DIRECTIONS
Your answer must contain only the lines from the one containing "Task: Read the" through the end of the entries below, reproduced character for character.

EXTRACTED MATERIAL
========================================================================
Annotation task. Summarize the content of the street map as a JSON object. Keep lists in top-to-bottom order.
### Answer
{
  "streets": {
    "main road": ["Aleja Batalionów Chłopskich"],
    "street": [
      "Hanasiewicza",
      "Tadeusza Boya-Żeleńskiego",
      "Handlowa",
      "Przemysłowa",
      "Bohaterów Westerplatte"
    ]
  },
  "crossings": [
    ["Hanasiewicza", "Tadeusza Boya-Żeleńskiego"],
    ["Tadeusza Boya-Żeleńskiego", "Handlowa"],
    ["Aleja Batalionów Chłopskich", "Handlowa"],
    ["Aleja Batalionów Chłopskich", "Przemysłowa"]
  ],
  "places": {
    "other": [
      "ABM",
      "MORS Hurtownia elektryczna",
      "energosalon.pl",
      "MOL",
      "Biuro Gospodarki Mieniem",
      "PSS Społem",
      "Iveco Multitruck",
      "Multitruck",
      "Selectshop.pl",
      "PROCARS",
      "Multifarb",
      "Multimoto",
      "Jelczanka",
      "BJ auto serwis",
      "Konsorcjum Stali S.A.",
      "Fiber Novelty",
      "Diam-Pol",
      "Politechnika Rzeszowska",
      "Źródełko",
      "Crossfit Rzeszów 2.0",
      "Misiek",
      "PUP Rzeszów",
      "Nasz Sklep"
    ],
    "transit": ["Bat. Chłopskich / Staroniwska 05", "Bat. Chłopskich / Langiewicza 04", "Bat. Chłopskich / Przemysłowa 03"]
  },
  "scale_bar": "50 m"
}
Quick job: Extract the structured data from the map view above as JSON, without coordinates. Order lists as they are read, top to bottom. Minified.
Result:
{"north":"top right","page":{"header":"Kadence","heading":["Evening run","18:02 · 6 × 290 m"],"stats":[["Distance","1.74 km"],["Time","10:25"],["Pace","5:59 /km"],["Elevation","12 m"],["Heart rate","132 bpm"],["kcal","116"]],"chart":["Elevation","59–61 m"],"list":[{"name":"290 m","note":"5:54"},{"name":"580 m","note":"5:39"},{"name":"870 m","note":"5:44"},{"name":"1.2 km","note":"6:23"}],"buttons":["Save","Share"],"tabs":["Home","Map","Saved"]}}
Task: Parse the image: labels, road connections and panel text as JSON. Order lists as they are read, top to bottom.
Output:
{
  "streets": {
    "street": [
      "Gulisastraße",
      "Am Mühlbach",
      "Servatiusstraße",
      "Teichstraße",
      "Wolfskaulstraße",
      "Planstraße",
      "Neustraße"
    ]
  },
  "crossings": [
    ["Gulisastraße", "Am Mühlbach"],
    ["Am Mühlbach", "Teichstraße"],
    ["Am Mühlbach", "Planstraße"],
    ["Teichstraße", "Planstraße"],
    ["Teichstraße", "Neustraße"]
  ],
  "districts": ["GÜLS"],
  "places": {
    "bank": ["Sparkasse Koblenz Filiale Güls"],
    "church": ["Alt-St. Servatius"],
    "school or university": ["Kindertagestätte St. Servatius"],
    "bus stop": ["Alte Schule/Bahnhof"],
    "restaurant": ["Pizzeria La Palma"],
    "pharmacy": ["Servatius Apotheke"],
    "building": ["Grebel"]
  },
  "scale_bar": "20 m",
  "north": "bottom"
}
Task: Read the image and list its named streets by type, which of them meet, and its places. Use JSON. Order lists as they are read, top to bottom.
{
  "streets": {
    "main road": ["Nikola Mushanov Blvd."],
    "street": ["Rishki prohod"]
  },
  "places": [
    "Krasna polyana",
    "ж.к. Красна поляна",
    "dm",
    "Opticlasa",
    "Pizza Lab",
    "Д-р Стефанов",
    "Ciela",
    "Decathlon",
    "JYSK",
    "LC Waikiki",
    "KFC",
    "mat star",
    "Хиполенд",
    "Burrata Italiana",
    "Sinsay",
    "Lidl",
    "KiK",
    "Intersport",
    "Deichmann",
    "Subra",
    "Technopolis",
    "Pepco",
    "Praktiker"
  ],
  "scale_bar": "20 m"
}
========================================================================
WRITTEN ANSWER
Task: Read the image and list its named streets by type, which of them meet, and its places. Use JSON. Order lists as they are read, top to bottom.
{
  "streets": {
    "main road": ["Nikola Mushanov Blvd."],
    "street": ["Rishki prohod"]
  },
  "places": [
    "Krasna polyana",
    "ж.к. Красна поляна",
    "dm",
    "Opticlasa",
    "Pizza Lab",
    "Д-р Стефанов",
    "Ciela",
    "Decathlon",
    "JYSK",
    "LC Waikiki",
    "KFC",
    "mat star",
    "Хиполенд",
    "Burrata Italiana",
    "Sinsay",
    "Lidl",
    "KiK",
    "Intersport",
    "Deichmann",
    "Subra",
    "Technopolis",
    "Pepco",
    "Praktiker"
  ],
  "scale_bar": "20 m"
}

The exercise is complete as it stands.